Open the matching Securities Prep practice route for timed mocks, topic drills, progress tracking, explanations, and the full question bank.

Topic snapshot

ItemDetail
ExamFINRA Series 23
Official topicFunction 3 — Supervision of Retail and Institutional Customer-Related Activities
Blueprint weighting12%
Questions on this page10

Sample questions

Question 1

A general securities principal is asked to approve a retail webinar deck for first use that afternoon. The firm’s approved webinar platform will record and archive the invitation, final deck, and live session automatically, and the webinar has already been classified as a retail communication. One slide states: “Our tactical income strategy is built to deliver 7%-9% annually. Clients who follow our allocation discipline should avoid meaningful losses even in volatile markets.” What is the primary red flag the principal should identify before approving the presentation?

  • A. The term tactical may confuse some retail investors.
  • B. Same-day submission limits the principal’s review time.
  • C. Promissory claims imply assured returns and protection from losses.
  • D. The 7%-9% range lacks documented support in the slide.

Best answer: C

Explanation: The slide is misleading because it suggests expected annual returns and loss avoidance, which makes the communication promissory and unbalanced.

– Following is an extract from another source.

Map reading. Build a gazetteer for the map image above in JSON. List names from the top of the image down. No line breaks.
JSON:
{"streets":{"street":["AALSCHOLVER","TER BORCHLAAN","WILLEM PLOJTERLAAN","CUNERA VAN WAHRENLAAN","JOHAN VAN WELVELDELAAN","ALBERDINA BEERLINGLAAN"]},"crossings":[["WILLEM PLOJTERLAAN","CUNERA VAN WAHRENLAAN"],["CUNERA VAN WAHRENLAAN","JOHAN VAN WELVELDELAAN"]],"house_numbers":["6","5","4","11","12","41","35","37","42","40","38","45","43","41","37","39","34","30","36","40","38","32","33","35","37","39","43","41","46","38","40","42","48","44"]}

The primary issue is the content of the slide, not the workflow. Saying a strategy is “built to deliver” a return range and that clients “should avoid meaningful losses” implies predictable performance and downside protection, making the presentation promissory and misleading.

Customer communications must be fair, balanced, and not misleading. Here, the principal’s biggest red flag is language that suggests a retail investor can expect a specific annual return and avoid meaningful losses by following the strategy. That kind of phrasing overstates certainty, minimizes risk, and can be viewed as promissory or exaggerated.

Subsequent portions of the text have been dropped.